* **Data extracts**:

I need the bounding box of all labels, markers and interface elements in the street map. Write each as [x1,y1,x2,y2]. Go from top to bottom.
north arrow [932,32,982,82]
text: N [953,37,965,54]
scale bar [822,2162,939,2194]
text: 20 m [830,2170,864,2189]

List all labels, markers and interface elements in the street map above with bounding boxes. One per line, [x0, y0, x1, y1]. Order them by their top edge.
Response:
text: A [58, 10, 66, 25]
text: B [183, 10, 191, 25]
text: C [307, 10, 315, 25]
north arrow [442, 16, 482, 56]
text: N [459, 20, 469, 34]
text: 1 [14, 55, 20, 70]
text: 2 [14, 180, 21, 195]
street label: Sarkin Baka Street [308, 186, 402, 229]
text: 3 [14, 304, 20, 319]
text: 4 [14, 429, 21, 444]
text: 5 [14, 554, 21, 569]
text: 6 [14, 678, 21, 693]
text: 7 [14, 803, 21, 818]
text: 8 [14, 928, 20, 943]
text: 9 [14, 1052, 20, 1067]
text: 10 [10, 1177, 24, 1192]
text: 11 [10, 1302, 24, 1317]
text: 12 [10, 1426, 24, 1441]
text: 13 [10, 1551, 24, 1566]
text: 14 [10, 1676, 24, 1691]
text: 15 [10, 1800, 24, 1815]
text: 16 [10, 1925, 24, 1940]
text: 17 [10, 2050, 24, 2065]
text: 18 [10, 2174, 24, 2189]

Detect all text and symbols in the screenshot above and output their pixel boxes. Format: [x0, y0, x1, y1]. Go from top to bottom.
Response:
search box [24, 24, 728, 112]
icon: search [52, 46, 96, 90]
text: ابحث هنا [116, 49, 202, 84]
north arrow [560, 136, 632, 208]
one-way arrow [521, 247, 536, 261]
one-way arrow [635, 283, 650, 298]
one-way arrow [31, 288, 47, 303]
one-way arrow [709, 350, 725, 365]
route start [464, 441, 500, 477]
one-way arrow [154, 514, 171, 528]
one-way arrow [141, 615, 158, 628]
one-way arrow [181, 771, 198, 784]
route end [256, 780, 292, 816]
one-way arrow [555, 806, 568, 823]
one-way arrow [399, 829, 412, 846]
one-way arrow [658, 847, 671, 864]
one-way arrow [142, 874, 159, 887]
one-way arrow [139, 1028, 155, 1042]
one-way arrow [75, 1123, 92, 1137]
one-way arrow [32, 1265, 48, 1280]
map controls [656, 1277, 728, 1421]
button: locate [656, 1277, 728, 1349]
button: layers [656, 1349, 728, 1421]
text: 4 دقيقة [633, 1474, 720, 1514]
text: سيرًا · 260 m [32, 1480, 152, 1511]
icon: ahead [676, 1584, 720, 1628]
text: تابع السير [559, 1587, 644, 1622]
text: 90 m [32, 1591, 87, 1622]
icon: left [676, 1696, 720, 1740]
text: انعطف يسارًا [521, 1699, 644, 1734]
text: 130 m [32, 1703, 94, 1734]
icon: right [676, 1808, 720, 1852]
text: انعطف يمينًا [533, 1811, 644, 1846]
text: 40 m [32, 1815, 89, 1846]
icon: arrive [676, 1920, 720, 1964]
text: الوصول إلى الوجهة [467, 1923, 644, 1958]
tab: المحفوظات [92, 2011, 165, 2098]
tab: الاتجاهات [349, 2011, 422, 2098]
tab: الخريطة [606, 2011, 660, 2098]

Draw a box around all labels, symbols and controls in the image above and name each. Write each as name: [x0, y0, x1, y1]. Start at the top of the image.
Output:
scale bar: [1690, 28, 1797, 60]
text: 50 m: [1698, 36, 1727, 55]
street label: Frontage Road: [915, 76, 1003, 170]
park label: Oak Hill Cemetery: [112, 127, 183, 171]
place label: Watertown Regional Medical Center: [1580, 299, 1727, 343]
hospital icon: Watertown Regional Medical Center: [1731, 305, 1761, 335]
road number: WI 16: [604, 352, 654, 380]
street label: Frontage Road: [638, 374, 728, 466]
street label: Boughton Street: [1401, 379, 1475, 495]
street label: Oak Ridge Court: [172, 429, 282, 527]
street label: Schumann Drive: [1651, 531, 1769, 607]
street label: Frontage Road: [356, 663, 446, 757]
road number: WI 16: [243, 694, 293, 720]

* **Exercise objective**: Please transcribe the entries above exactly as written.

* **Exercise solution**:
I need the bounding box of all labels, markers and interface elements in the street map. Write each as [x1,y1,x2,y2]. Go from top to bottom.
north arrow [932,32,982,82]
text: N [953,37,965,54]
scale bar [822,2162,939,2194]
text: 20 m [830,2170,864,2189]

List all labels, markers and interface elements in the street map above with bounding boxes. One per line, [x0, y0, x1, y1]. Order them by their top edge.
Response:
text: A [58, 10, 66, 25]
text: B [183, 10, 191, 25]
text: C [307, 10, 315, 25]
north arrow [442, 16, 482, 56]
text: N [459, 20, 469, 34]
text: 1 [14, 55, 20, 70]
text: 2 [14, 180, 21, 195]
street label: Sarkin Baka Street [308, 186, 402, 229]
text: 3 [14, 304, 20, 319]
text: 4 [14, 429, 21, 444]
text: 5 [14, 554, 21, 569]
text: 6 [14, 678, 21, 693]
text: 7 [14, 803, 21, 818]
text: 8 [14, 928, 20, 943]
text: 9 [14, 1052, 20, 1067]
text: 10 [10, 1177, 24, 1192]
text: 11 [10, 1302, 24, 1317]
text: 12 [10, 1426, 24, 1441]
text: 13 [10, 1551, 24, 1566]
text: 14 [10, 1676, 24, 1691]
text: 15 [10, 1800, 24, 1815]
text: 16 [10, 1925, 24, 1940]
text: 17 [10, 2050, 24, 2065]
text: 18 [10, 2174, 24, 2189]

Detect all text and symbols in the screenshot above and output their pixel boxes. Format: [x0, y0, x1, y1]. Go from top to bottom.
Response:
search box [24, 24, 728, 112]
icon: search [52, 46, 96, 90]
text: ابحث هنا [116, 49, 202, 84]
north arrow [560, 136, 632, 208]
one-way arrow [521, 247, 536, 261]
one-way arrow [635, 283, 650, 298]
one-way arrow [31, 288, 47, 303]
one-way arrow [709, 350, 725, 365]
route start [464, 441, 500, 477]
one-way arrow [154, 514, 171, 528]
one-way arrow [141, 615, 158, 628]
one-way arrow [181, 771, 198, 784]
route end [256, 780, 292, 816]
one-way arrow [555, 806, 568, 823]
one-way arrow [399, 829, 412, 846]
one-way arrow [658, 847, 671, 864]
one-way arrow [142, 874, 159, 887]
one-way arrow [139, 1028, 155, 1042]
one-way arrow [75, 1123, 92, 1137]
one-way arrow [32, 1265, 48, 1280]
map controls [656, 1277, 728, 1421]
button: locate [656, 1277, 728, 1349]
button: layers [656, 1349, 728, 1421]
text: 4 دقيقة [633, 1474, 720, 1514]
text: سيرًا · 260 m [32, 1480, 152, 1511]
icon: ahead [676, 1584, 720, 1628]
text: تابع السير [559, 1587, 644, 1622]
text: 90 m [32, 1591, 87, 1622]
icon: left [676, 1696, 720, 1740]
text: انعطف يسارًا [521, 1699, 644, 1734]
text: 130 m [32, 1703, 94, 1734]
icon: right [676, 1808, 720, 1852]
text: انعطف يمينًا [533, 1811, 644, 1846]
text: 40 m [32, 1815, 89, 1846]
icon: arrive [676, 1920, 720, 1964]
text: الوصول إلى الوجهة [467, 1923, 644, 1958]
tab: المحفوظات [92, 2011, 165, 2098]
tab: الاتجاهات [349, 2011, 422, 2098]
tab: الخريطة [606, 2011, 660, 2098]

Draw a box around all labels, symbols and controls in the image above and name each. Write each as name: [x0, y0, x1, y1]. Start at the top of the image.
Output:
scale bar: [1690, 28, 1797, 60]
text: 50 m: [1698, 36, 1727, 55]
street label: Frontage Road: [915, 76, 1003, 170]
park label: Oak Hill Cemetery: [112, 127, 183, 171]
place label: Watertown Regional Medical Center: [1580, 299, 1727, 343]
hospital icon: Watertown Regional Medical Center: [1731, 305, 1761, 335]
road number: WI 16: [604, 352, 654, 380]
street label: Frontage Road: [638, 374, 728, 466]
street label: Boughton Street: [1401, 379, 1475, 495]
street label: Oak Ridge Court: [172, 429, 282, 527]
street label: Schumann Drive: [1651, 531, 1769, 607]
street label: Frontage Road: [356, 663, 446, 757]
road number: WI 16: [243, 694, 293, 720]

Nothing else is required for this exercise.